TASK DIRECTIONS
Repeat, exactly and in full, the lines of the listing below, but without any pictures.

DATA BLOCK
+===+
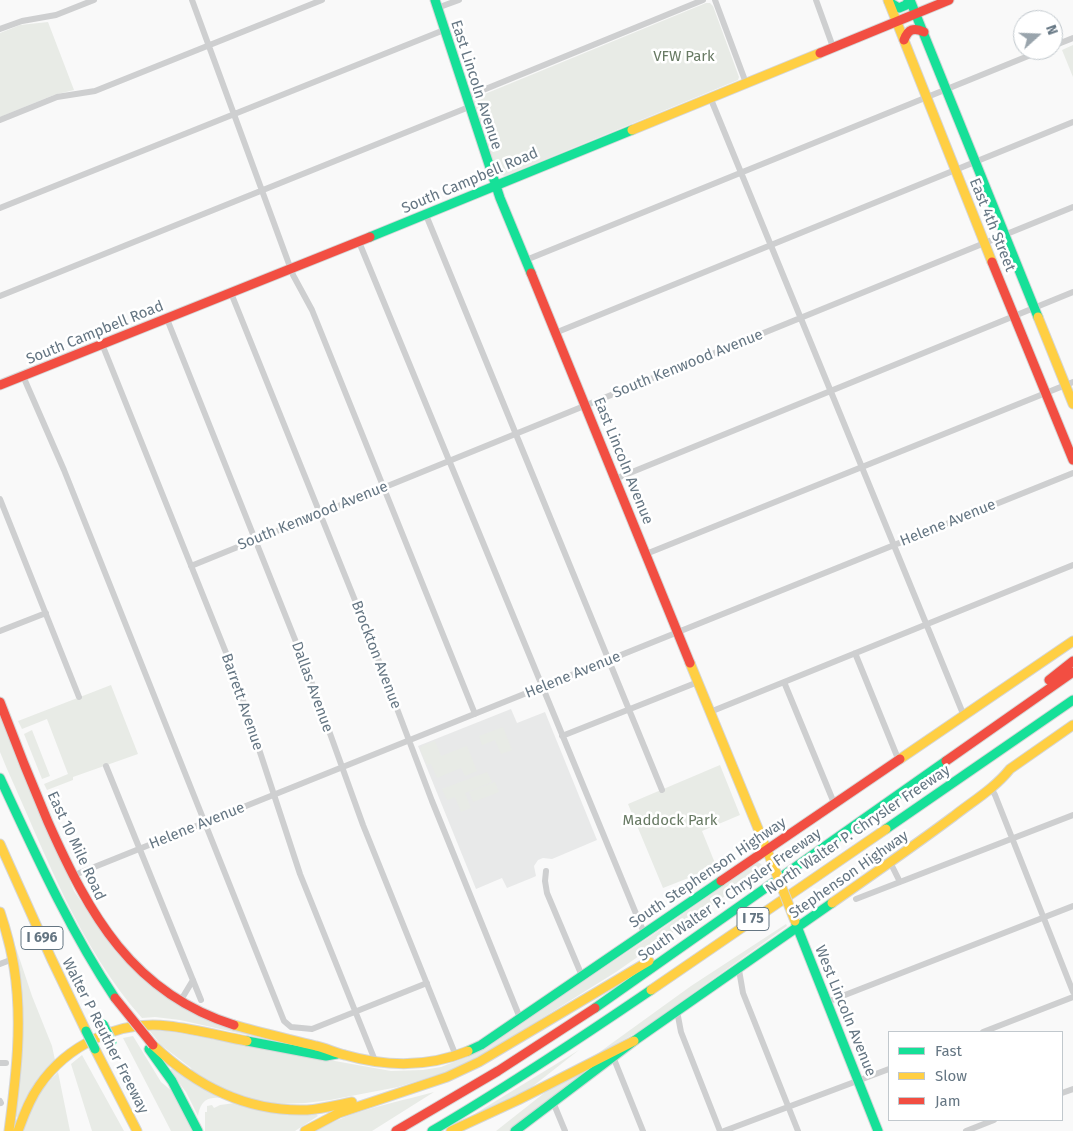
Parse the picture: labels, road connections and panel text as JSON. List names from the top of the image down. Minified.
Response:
{"streets":{"main road":["East Lincoln Avenue","South Campbell Road","East 4th Street","North Walter P. Chrysler Freeway","East 10 Mile Road","South Stephenson Highway","Stephenson Highway","South Walter P. Chrysler Freeway","I 75","I 696","West Lincoln Avenue","Walter P Reuther Freeway"],"street":["South Kenwood Avenue","Helene Avenue","Brockton Avenue","Dallas Avenue","Barrett Avenue"]},"crossings":[["East Lincoln Avenue","South Campbell Road"],["East Lincoln Avenue","South Kenwood Avenue"],["East Lincoln Avenue","Helene Avenue"],["East Lincoln Avenue","South Stephenson Highway"],["East Lincoln Avenue","Stephenson Highway"],["East Lincoln Avenue","West Lincoln Avenue"],["South Campbell Road","East 4th Street"],["South Campbell Road","Brockton Avenue"],["South Campbell Road","Dallas Avenue"],["South Campbell Road","Barrett Avenue"],["East 4th Street","South Kenwood Avenue"],["South Kenwood Avenue","Brockton Avenue"],["South Kenwood Avenue","Dallas Avenue"],["South Kenwood Avenue","Barrett Avenue"],["Helene Avenue","Brockton Avenue"],["Helene Avenue","Dallas Avenue"],["Helene Avenue","Barrett Avenue"],["Helene Avenue","East 10 Mile Road"],["Brockton Avenue","South Stephenson Highway"],["Dallas Avenue","South Stephenson Highway"],["Barrett Avenue","South Stephenson Highway"],["East 10 Mile Road","South Stephenson Highway"],["Stephenson Highway","West Lincoln Avenue"]],"parks":["VFW Park","Maddock Park"],"legend":["Fast","Slow","Jam"],"north":"right"}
+===+
FINAL ANSWER
Parse the picture: labels, road connections and panel text as JSON. List names from the top of the image down. Minified.
Response:
{"streets":{"main road":["East Lincoln Avenue","South Campbell Road","East 4th Street","North Walter P. Chrysler Freeway","East 10 Mile Road","South Stephenson Highway","Stephenson Highway","South Walter P. Chrysler Freeway","I 75","I 696","West Lincoln Avenue","Walter P Reuther Freeway"],"street":["South Kenwood Avenue","Helene Avenue","Brockton Avenue","Dallas Avenue","Barrett Avenue"]},"crossings":[["East Lincoln Avenue","South Campbell Road"],["East Lincoln Avenue","South Kenwood Avenue"],["East Lincoln Avenue","Helene Avenue"],["East Lincoln Avenue","South Stephenson Highway"],["East Lincoln Avenue","Stephenson Highway"],["East Lincoln Avenue","West Lincoln Avenue"],["South Campbell Road","East 4th Street"],["South Campbell Road","Brockton Avenue"],["South Campbell Road","Dallas Avenue"],["South Campbell Road","Barrett Avenue"],["East 4th Street","South Kenwood Avenue"],["South Kenwood Avenue","Brockton Avenue"],["South Kenwood Avenue","Dallas Avenue"],["South Kenwood Avenue","Barrett Avenue"],["Helene Avenue","Brockton Avenue"],["Helene Avenue","Dallas Avenue"],["Helene Avenue","Barrett Avenue"],["Helene Avenue","East 10 Mile Road"],["Brockton Avenue","South Stephenson Highway"],["Dallas Avenue","South Stephenson Highway"],["Barrett Avenue","South Stephenson Highway"],["East 10 Mile Road","South Stephenson Highway"],["Stephenson Highway","West Lincoln Avenue"]],"parks":["VFW Park","Maddock Park"],"legend":["Fast","Slow","Jam"],"north":"right"}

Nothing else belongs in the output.